» **Exercise materials**:
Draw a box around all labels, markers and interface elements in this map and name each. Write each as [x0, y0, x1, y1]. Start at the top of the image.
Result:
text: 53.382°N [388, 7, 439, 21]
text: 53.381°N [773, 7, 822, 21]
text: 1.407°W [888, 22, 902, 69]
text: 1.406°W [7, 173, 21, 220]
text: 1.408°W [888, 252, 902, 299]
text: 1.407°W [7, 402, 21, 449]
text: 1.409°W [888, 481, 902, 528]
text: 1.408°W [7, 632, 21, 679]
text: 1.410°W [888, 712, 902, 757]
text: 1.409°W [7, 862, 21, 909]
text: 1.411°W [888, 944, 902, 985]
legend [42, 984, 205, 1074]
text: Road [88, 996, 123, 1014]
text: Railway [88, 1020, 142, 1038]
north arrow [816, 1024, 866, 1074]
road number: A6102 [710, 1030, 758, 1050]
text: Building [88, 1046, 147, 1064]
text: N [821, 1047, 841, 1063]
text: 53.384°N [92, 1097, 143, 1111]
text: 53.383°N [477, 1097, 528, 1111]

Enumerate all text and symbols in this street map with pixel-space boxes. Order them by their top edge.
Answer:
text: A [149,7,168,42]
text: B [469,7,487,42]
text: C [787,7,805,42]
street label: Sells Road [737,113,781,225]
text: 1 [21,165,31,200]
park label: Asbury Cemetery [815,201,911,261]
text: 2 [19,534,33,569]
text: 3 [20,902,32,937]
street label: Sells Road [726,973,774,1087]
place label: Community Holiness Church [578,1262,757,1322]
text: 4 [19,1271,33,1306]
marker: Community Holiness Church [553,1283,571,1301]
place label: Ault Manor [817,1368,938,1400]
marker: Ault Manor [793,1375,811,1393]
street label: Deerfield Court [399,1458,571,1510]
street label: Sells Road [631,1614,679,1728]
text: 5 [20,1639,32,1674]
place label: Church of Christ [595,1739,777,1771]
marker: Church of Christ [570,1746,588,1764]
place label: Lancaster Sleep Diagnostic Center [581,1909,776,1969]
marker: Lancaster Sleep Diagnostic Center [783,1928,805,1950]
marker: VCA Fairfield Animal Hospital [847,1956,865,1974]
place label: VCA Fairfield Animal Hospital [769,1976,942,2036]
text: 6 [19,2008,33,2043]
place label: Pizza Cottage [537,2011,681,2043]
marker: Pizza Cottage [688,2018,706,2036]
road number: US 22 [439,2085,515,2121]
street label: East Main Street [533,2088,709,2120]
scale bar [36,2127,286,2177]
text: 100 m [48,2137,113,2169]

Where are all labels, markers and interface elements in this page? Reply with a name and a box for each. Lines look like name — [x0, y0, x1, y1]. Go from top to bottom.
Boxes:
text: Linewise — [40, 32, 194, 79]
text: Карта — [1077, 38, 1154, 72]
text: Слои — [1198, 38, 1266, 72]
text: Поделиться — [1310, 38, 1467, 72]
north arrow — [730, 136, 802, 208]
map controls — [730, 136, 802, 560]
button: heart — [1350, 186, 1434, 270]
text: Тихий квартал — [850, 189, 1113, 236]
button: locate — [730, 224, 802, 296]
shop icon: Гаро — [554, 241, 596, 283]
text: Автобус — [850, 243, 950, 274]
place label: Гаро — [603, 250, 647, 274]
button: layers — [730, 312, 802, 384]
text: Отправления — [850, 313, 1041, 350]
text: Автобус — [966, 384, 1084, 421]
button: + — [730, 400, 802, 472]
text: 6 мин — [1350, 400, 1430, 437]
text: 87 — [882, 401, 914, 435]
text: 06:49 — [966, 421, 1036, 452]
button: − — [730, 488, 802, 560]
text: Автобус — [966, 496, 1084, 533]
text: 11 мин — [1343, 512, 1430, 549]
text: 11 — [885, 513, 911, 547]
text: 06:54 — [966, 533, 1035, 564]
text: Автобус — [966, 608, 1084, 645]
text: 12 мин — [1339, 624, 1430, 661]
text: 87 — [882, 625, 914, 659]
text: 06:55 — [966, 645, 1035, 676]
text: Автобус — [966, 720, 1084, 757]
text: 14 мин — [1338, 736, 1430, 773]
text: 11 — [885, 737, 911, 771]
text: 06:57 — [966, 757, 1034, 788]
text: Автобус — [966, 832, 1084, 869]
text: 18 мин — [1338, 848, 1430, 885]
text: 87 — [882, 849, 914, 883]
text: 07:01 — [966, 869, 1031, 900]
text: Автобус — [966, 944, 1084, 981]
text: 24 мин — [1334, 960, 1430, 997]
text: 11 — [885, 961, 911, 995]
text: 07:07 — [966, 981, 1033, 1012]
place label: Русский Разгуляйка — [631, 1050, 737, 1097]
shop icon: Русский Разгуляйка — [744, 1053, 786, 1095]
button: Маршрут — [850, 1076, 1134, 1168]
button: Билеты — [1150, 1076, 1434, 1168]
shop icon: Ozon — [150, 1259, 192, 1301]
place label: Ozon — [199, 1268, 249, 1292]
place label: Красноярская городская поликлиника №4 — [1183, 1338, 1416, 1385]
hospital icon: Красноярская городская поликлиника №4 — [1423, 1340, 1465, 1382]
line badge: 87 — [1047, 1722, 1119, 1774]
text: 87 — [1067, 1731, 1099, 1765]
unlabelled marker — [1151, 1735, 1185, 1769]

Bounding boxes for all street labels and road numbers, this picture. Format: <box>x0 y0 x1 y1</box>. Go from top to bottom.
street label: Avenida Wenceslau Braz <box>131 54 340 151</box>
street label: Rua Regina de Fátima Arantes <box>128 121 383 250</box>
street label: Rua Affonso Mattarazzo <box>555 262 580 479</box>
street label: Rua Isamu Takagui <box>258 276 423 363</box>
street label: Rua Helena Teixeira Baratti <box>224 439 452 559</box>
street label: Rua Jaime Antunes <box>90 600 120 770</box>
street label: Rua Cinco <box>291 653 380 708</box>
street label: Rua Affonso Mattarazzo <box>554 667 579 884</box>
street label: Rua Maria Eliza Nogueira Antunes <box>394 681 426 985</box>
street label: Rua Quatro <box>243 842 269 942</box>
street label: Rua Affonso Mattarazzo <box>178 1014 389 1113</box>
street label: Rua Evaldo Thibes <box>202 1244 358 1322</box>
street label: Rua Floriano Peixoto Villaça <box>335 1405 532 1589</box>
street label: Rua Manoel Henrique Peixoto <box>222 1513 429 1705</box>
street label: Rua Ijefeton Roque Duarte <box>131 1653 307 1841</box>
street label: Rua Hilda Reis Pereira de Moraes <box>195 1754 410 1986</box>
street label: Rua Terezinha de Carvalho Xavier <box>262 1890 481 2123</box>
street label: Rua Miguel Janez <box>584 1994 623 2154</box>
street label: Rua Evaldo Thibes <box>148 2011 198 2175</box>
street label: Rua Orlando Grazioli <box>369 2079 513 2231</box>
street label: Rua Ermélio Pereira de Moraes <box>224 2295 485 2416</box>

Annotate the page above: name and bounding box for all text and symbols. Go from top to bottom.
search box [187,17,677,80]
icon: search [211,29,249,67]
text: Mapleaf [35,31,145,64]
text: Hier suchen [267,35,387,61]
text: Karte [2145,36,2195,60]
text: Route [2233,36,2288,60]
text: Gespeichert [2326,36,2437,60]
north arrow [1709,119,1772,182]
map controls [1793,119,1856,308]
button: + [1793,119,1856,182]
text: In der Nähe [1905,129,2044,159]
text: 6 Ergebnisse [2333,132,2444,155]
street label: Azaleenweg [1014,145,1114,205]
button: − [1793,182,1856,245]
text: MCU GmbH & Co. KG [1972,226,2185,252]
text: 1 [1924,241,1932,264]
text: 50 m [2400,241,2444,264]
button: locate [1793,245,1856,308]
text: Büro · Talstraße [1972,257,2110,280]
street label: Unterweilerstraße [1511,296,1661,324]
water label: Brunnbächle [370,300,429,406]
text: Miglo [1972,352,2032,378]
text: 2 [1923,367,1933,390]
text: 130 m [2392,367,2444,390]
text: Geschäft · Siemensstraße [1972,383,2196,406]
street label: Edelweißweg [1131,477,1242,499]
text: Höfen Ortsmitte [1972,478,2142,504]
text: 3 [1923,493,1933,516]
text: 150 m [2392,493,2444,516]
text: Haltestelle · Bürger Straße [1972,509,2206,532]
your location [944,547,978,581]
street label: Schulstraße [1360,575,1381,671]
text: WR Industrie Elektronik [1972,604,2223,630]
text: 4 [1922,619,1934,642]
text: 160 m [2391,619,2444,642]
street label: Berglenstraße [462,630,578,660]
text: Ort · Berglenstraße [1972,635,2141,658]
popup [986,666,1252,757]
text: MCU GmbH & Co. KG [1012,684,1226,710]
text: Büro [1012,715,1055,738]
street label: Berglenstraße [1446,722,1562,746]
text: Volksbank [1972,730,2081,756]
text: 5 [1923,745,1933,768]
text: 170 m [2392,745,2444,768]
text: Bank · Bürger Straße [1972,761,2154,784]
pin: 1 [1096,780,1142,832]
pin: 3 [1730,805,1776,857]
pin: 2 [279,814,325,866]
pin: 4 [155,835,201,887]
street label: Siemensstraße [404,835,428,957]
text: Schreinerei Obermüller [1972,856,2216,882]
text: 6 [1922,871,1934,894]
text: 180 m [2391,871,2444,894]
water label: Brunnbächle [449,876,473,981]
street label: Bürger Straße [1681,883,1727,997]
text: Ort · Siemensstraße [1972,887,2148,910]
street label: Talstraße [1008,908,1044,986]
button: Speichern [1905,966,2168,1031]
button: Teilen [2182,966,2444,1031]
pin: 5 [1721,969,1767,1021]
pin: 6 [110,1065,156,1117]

» **Work order**:
Through the line that contains "Enumerate all text", copy the material above exactly, beginning at its first line and including nothing more.

» **Written answer**:
Draw a box around all labels, markers and interface elements in this map and name each. Write each as [x0, y0, x1, y1]. Start at the top of the image.
Result:
text: 53.382°N [388, 7, 439, 21]
text: 53.381°N [773, 7, 822, 21]
text: 1.407°W [888, 22, 902, 69]
text: 1.406°W [7, 173, 21, 220]
text: 1.408°W [888, 252, 902, 299]
text: 1.407°W [7, 402, 21, 449]
text: 1.409°W [888, 481, 902, 528]
text: 1.408°W [7, 632, 21, 679]
text: 1.410°W [888, 712, 902, 757]
text: 1.409°W [7, 862, 21, 909]
text: 1.411°W [888, 944, 902, 985]
legend [42, 984, 205, 1074]
text: Road [88, 996, 123, 1014]
text: Railway [88, 1020, 142, 1038]
north arrow [816, 1024, 866, 1074]
road number: A6102 [710, 1030, 758, 1050]
text: Building [88, 1046, 147, 1064]
text: N [821, 1047, 841, 1063]
text: 53.384°N [92, 1097, 143, 1111]
text: 53.383°N [477, 1097, 528, 1111]

Enumerate all text and symbols in this street map with pixel-space boxes. Order them by their top edge.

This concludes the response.